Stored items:
++++++++++

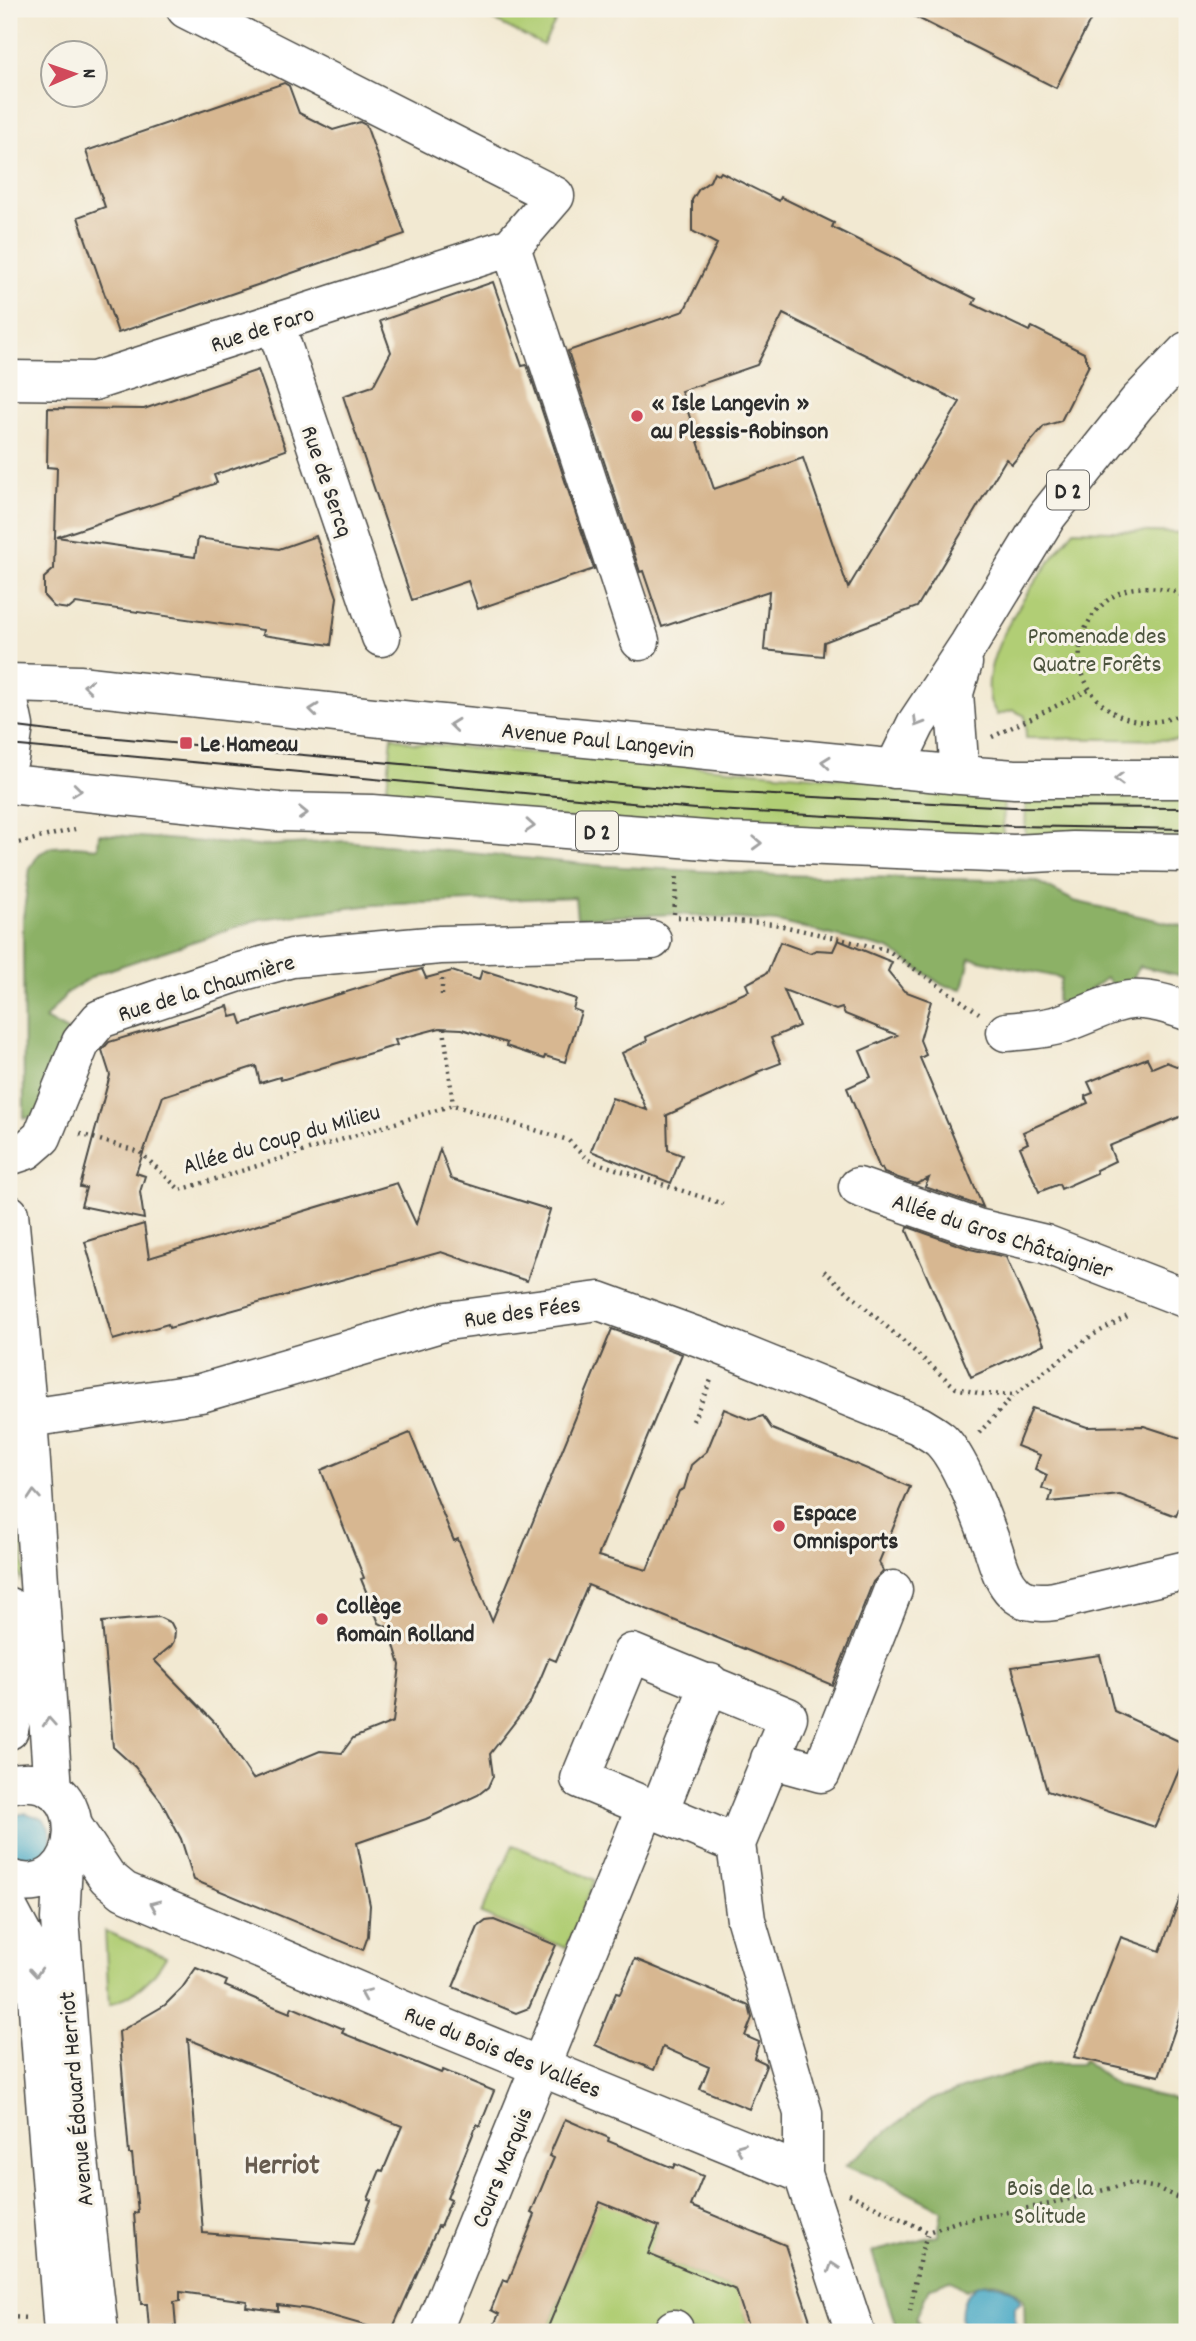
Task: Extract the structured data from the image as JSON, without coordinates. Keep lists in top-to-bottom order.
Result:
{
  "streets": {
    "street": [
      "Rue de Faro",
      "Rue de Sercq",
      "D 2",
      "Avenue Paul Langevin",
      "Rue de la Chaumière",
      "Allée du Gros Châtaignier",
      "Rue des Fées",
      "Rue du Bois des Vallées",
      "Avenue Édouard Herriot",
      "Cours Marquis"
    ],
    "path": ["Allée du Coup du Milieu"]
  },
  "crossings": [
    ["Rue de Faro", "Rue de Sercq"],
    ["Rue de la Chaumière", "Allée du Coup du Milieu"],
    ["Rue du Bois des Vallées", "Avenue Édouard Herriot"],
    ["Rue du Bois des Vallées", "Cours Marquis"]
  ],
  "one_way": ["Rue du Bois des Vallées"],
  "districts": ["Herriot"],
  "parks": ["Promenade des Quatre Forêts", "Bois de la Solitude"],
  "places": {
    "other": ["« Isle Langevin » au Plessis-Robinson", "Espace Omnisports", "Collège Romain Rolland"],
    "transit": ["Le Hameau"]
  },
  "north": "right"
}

++++++++++

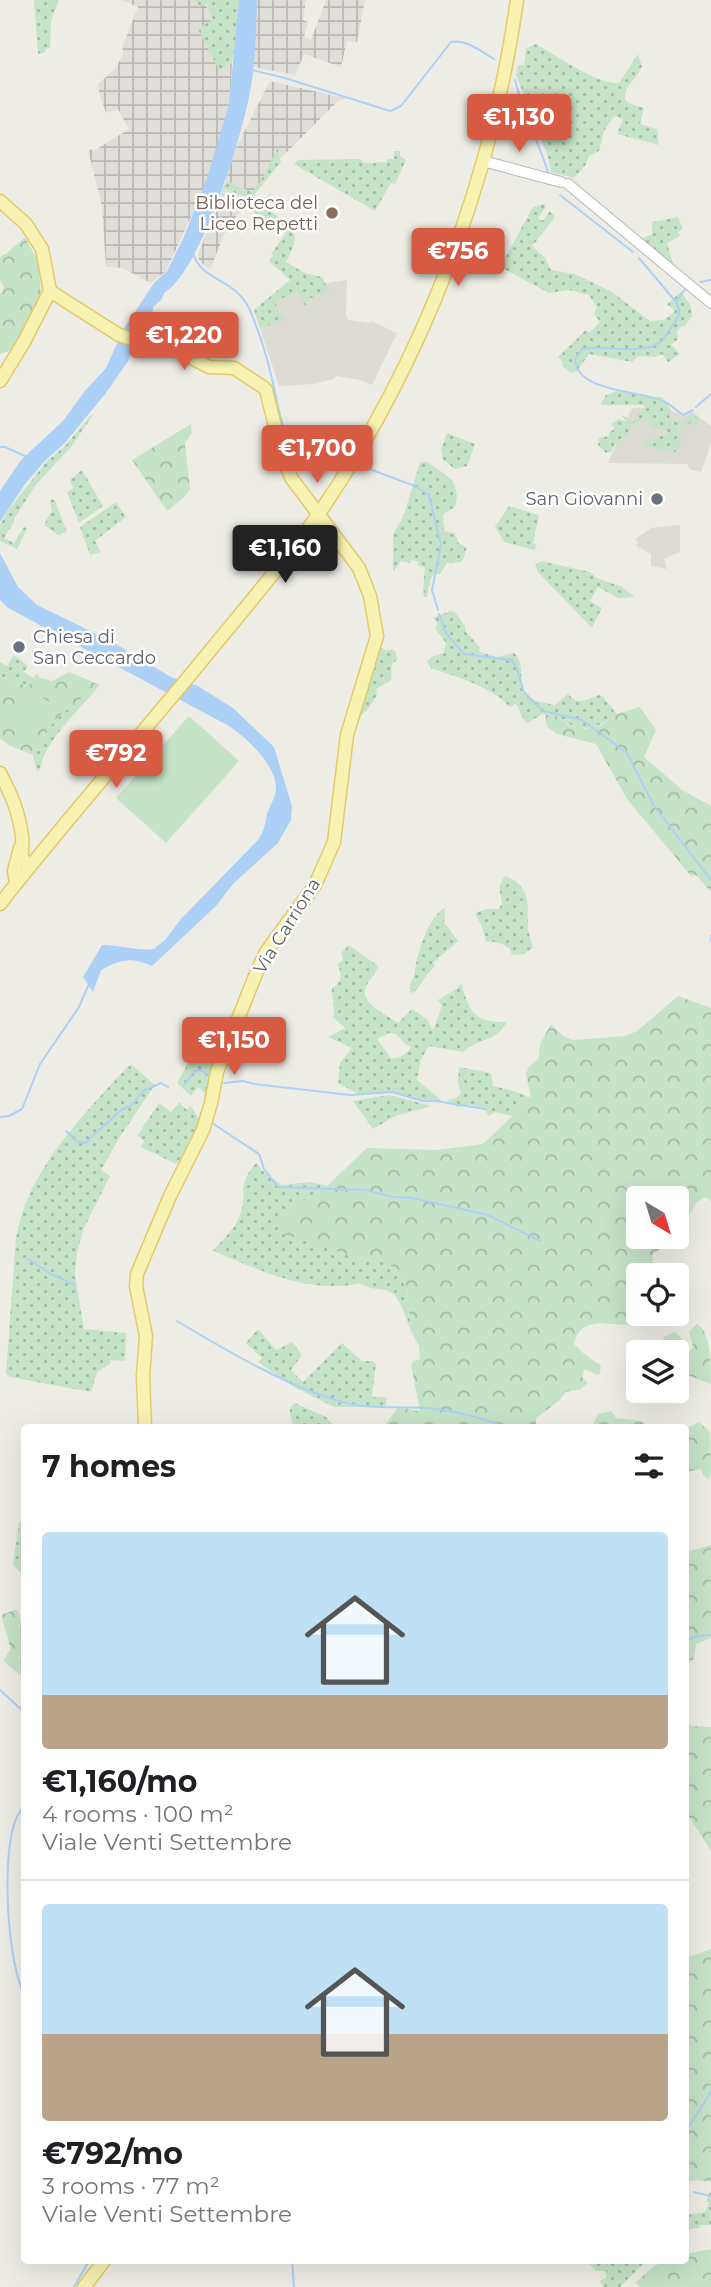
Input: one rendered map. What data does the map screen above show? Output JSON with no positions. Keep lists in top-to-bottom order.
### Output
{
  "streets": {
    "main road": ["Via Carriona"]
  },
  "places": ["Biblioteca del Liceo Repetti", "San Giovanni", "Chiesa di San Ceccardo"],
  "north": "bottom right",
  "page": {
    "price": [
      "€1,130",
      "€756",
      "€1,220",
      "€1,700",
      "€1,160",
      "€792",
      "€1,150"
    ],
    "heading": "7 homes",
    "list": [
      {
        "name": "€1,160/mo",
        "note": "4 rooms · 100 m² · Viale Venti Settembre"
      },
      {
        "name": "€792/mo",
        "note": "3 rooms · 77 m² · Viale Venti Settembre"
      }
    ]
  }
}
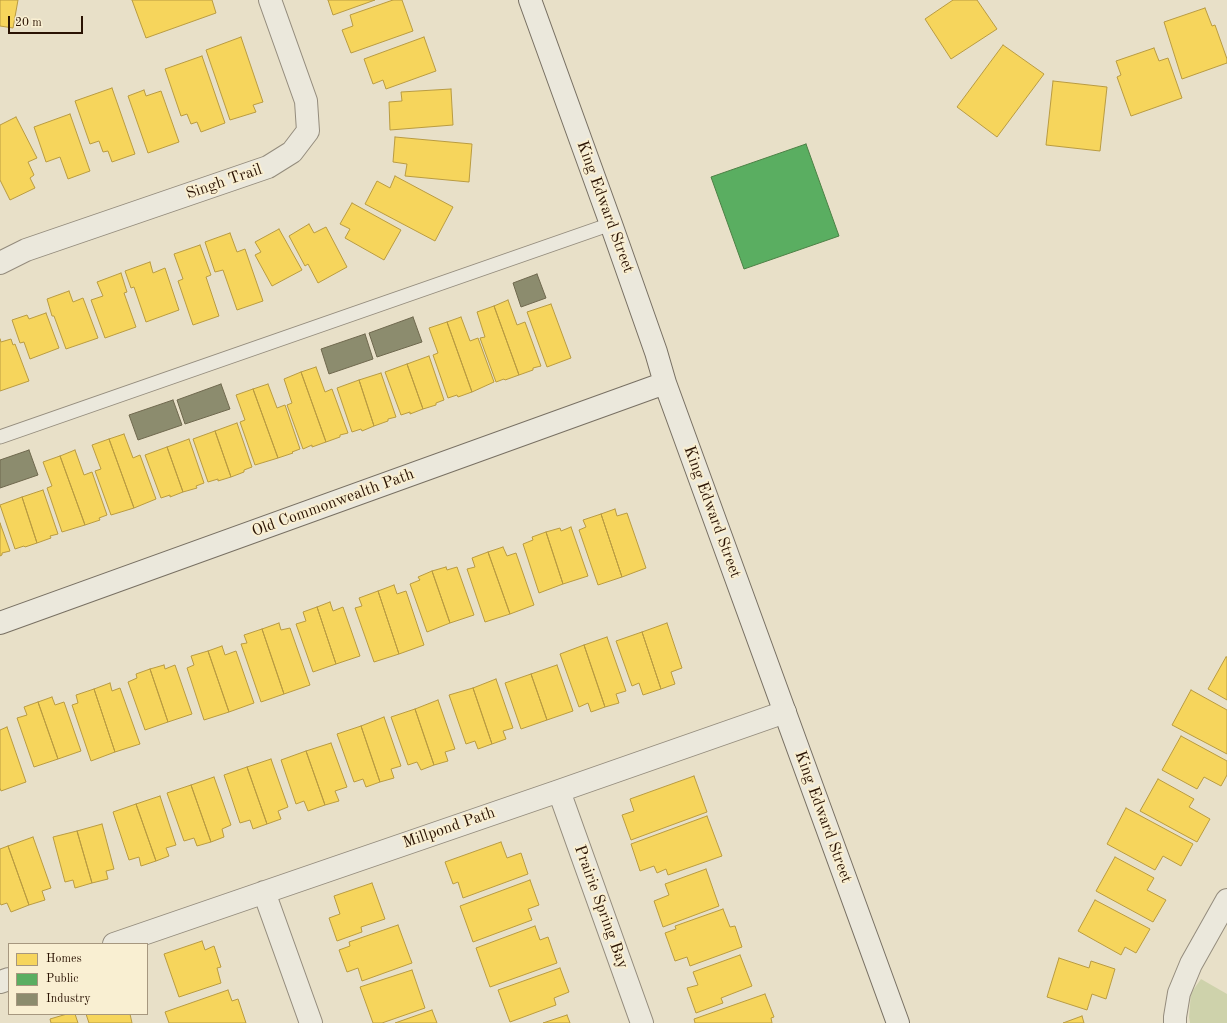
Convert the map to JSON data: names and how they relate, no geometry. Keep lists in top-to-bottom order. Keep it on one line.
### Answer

++++++++++

» **Exercise requirements**:
The answer must consist of every line above that contains the word "Keep".

» **Exercise answer**:
Task: Extract the structured data from the image as JSON, without coordinates. Keep lists in top-to-bottom order.
Input: one rendered map. What data does the map screen above show? Output JSON with no positions. Keep lists in top-to-bottom order.
Convert the map to JSON data: names and how they relate, no geometry. Keep lists in top-to-bottom order. Keep it on one line.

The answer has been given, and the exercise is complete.